E Gesù ne spiega "l'effetto": «Chi mangia la mia carne e beve il mio sangue rimane in me e io in lui». «Rimanere» è usato dal Vangelo di Giovanni anche con il significato di «abitare». Per Gesù, se si celebra un rito vero, con la sua simbologia, allora nasce una dimora. Se il rito è vero, succede come nell'amore: nasce la dimora. Se il mangiare non è solo consumare un cibo.
I primi discepoli che avevano seguito Gesù gli avevano chiesto: «Maestro, dove abiti?» E Gesù li aveva invitati ad andare con Lui, ed essi sono rimasti un giorno con Lui (cfr. Gv 1,37-39). Gesù invita anche noi: «Venite e vedrete». Se lo ascoltiamo, vediamo come il Signore Gesù abita uno stile, un modo di essere, abita il gesto della sua totale e gratuita donazione.
Se accogliamo quel gesto, se viviamo la sua simbologia di dono e non lo viviamo come consumo, allora Gesù ci garantisce la vita eterna, la pienezza di vita, la beatitudine della relazione perenne con Lui e con i nostri cari, e con tutti gli altri. Perché l'amore non si consuma, l'amore rimane per la vita eterna.
Alberto Vianello
Fate buon uso del vostro tempo perché i giorni sono cattivi. Di quali giorni sta parlando, i suoi? I nostri invece…
Paolo così esortava a non essere sconsiderati e a cercare cosa piace a Dio. Non si può essere sazi di sé stessi o di quel che può darci questo giorno che di per sé è insidiato dalla notte.
Bisogna che quel che può darci questo mondo non ci basti. “Siate affamati”. Del cibo che non perisce, non del pane che non sazia. Questo lo capiamo. I poeti, gli scrittori in generale raccontano la nostalgia dell’essere, spiegano che il male e la paura della morte sono somiglianti. I buoni libri contengono profezia e sapienza. Parola di Francesco.
Quel che non capiremo mai è lo scandalo del pane disceso dal cielo. Siamo propensi a riconoscere un uomo che si fa dio, perché estremamente virtuoso, buono e per tutto quel che è ammirevole. Ci è più difficile pensare ed accettare che Dio possa avere un corpo e farsi pane. Le resistenze dei Giudei lì presenti, che pure lo avevano seguito sono di tutti gli uomini. Non possiamo ‘comprendere’ Dio, ma esserne ‘sorpresi’. Non riusciamo a ‘capire’. (da ‘càpere’, far entrare nella mente) Gesù, convincercene come l’oggetto conquistato mediante un processo mentale, nel modo in cui procede la conoscenza.
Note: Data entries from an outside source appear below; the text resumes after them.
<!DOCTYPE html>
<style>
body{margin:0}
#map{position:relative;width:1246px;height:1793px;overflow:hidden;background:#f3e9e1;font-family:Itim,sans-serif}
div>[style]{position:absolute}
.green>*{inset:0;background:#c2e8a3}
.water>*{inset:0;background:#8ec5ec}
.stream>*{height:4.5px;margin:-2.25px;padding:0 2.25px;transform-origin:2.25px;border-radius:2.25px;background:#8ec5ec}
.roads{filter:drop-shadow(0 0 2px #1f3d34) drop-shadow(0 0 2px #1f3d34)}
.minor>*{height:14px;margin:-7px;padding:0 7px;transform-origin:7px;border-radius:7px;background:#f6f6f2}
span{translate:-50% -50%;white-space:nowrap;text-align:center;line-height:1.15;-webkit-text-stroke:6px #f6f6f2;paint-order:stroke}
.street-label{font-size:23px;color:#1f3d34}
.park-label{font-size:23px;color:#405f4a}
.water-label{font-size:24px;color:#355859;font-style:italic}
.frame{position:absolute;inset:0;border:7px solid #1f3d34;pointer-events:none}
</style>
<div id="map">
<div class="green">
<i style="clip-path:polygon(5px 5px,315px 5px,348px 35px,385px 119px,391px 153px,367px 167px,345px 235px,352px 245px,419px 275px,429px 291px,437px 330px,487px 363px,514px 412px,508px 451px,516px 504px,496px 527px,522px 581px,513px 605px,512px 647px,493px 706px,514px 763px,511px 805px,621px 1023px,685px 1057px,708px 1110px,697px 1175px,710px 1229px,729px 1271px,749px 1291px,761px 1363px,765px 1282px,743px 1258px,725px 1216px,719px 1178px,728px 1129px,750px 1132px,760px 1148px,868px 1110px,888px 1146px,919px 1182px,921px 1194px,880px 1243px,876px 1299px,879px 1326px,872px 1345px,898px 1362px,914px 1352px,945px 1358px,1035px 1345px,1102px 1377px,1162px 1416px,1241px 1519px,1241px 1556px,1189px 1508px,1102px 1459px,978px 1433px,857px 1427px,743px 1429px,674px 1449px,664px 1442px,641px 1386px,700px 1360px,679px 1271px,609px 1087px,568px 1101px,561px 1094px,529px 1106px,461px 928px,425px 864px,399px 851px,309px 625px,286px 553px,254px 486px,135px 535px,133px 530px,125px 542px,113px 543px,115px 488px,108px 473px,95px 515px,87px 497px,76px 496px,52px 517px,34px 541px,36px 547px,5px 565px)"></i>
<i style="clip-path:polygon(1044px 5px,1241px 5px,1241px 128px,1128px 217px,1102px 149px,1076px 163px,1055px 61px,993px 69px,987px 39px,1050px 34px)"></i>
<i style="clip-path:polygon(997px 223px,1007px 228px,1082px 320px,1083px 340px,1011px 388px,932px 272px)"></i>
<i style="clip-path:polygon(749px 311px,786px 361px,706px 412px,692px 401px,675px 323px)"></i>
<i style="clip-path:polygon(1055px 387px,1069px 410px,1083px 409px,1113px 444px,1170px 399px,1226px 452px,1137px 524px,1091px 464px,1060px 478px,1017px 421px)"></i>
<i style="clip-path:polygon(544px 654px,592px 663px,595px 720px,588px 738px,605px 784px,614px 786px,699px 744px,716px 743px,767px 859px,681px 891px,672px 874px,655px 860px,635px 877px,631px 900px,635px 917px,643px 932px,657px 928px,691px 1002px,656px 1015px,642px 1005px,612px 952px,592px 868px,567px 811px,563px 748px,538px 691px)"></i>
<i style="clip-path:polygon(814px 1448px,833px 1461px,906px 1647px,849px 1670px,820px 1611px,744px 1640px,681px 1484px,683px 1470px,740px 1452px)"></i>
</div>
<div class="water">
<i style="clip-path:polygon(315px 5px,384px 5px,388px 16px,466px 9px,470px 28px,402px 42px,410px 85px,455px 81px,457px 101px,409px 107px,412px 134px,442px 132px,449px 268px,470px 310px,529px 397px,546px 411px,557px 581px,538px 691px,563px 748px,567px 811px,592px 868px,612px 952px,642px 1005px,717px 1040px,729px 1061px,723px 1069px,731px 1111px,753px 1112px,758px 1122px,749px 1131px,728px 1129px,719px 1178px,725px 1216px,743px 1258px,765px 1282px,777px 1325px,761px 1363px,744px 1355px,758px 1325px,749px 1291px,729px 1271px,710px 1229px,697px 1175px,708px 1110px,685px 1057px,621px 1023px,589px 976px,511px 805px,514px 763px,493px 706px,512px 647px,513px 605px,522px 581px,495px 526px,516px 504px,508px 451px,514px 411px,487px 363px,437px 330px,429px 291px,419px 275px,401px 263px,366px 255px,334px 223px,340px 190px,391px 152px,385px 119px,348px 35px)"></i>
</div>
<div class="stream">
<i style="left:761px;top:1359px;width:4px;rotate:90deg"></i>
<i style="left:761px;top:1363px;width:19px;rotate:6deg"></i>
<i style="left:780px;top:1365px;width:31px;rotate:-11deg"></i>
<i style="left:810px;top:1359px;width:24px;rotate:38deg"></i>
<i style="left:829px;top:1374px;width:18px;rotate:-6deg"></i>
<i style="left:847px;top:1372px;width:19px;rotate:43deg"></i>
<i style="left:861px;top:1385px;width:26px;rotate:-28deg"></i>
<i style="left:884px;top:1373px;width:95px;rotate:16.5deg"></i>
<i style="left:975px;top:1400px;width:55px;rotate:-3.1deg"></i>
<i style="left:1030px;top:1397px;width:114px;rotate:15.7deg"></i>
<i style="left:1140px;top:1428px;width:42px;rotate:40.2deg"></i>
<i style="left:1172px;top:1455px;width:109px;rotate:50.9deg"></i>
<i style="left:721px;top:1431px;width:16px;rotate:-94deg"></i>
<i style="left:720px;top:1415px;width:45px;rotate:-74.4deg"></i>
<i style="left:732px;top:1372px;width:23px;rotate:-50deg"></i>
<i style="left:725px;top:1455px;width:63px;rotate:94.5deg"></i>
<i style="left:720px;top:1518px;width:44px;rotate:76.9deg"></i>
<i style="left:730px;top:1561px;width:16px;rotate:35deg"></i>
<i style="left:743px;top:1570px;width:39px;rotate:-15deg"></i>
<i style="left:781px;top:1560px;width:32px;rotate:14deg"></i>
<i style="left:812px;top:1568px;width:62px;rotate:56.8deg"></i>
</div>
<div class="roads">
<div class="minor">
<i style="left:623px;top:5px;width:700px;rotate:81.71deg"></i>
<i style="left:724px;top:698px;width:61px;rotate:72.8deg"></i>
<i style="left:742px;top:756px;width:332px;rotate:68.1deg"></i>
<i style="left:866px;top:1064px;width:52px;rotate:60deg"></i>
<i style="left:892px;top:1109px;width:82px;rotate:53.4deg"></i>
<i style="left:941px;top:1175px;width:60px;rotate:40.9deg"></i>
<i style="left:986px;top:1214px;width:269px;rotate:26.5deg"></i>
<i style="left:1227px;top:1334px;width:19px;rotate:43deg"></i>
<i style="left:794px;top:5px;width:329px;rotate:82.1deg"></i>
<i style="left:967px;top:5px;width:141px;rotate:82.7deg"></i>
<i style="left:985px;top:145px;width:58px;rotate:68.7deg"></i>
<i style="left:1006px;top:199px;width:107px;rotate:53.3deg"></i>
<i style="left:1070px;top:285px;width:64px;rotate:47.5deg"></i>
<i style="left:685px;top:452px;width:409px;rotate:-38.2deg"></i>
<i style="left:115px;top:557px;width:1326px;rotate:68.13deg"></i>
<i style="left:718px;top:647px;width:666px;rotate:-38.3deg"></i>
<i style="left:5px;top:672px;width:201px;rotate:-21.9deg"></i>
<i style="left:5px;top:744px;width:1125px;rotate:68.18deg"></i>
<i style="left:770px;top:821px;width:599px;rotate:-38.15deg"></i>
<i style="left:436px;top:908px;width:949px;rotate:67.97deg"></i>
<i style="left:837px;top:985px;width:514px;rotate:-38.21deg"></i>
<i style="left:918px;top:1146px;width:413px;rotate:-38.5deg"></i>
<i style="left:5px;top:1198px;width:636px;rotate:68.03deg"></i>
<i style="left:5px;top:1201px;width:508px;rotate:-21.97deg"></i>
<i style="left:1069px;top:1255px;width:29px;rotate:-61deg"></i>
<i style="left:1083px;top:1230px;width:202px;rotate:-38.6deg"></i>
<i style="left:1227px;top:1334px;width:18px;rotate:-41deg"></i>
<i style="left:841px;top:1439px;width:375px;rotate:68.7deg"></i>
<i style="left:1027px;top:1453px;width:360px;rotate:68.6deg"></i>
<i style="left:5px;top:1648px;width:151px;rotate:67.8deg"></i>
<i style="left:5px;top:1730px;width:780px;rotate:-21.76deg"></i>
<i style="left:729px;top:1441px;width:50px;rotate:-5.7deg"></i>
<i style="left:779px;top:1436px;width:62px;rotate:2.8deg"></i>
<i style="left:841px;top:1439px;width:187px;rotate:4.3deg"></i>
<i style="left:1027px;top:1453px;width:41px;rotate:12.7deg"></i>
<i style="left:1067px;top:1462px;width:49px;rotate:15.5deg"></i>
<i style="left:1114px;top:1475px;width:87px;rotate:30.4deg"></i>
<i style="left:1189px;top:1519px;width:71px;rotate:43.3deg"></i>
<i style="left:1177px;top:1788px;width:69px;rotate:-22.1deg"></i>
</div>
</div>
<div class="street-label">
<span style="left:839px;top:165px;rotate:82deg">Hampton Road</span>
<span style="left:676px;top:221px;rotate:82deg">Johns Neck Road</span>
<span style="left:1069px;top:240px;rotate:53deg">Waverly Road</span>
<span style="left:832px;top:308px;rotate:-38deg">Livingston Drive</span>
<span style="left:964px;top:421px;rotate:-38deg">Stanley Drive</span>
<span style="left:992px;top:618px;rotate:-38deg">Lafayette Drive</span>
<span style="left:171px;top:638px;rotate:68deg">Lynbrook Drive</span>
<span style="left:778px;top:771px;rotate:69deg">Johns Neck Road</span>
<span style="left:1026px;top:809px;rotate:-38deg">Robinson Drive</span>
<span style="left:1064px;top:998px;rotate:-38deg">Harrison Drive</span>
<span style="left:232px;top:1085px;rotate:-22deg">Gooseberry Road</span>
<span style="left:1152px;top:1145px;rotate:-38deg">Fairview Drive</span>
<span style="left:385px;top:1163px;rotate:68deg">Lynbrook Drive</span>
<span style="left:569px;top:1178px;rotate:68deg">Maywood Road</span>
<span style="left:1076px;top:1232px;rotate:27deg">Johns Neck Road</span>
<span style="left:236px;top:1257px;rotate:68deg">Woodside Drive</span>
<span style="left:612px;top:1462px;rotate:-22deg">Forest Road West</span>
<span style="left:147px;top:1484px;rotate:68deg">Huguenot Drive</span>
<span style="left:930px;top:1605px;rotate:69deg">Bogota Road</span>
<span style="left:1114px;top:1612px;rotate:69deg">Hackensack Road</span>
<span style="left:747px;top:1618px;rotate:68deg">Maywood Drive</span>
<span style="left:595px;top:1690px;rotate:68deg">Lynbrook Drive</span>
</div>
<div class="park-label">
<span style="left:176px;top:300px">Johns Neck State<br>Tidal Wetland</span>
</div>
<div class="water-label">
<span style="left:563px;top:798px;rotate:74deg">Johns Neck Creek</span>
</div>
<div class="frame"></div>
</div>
Infatti come egli parla suscita lo scandalo. Ed è inevitabile, direi anche necessario. Quando afferma: “Io sono il pane disceso dal cielo… il pane che io vi do è la mia carne per la vita del mondo… chi mangia di questo pane non morirà in eterno”, non si può dire: Ah, ho capito sì tutto mi è chiaro ora. Queste parole di Gesù segnano il fallimento della mente umana. Fallimento, superamento, comunque è cosa che si situa sopra il nostro assenso. Tante volte il Vangelo è plausibile, anche l’amore al prossimo lo è, per quanto difficile, il Vangelo è pieno di buon senso, avvertiamo che lì si raccomanda la giustizia, la misericordia e così strappa il consenso anche ai non credenti, che infatti ammettono che Gesù è il più grande dei figli dell’uomo. Ma Giovanni ci toglie il gusto, foss’anche l’assenso compiaciuto. Qui si tratta di salvare la pelle cosa di cui l’uomo, anche il più dotto, non è capace.
La sapienza a cui esorta il libro dei Proverbi, il più ‘greco’ con il libro della Sapienza è necessaria per guidarci o per evitare di andare a sbattere, ma fino ad un certo punto. La parola di Gesù qui riportata da Giovanni con insistita chiarezza dice che la morte, la cui paura è all’origine dei peccati, si vince nutrendosi di Cristo, nell’Eucarestia. Che è lo scandalo che più scandalo non si può. Ma ben venga. Prendervi parte comporta che quell’altare di Cristo è buono per portarvi su la nostra incredulità, l’ignoranza, la resistenza, la durezza del cuore, la presunzione, la viltà. Ma già che ci siamo anche le nostre ferite, le prove riuscite e quelle fallite, l’amore non amato…. Sono le nostre offerte e quando il sacerdote proclama. “Questo è il mio corpo”, aggiungere sottovoce per parte nostra: e questo è il mio che ti offro.
Ci possiamo stare per una partecipazione non di maniera al suo sacrificio di amore.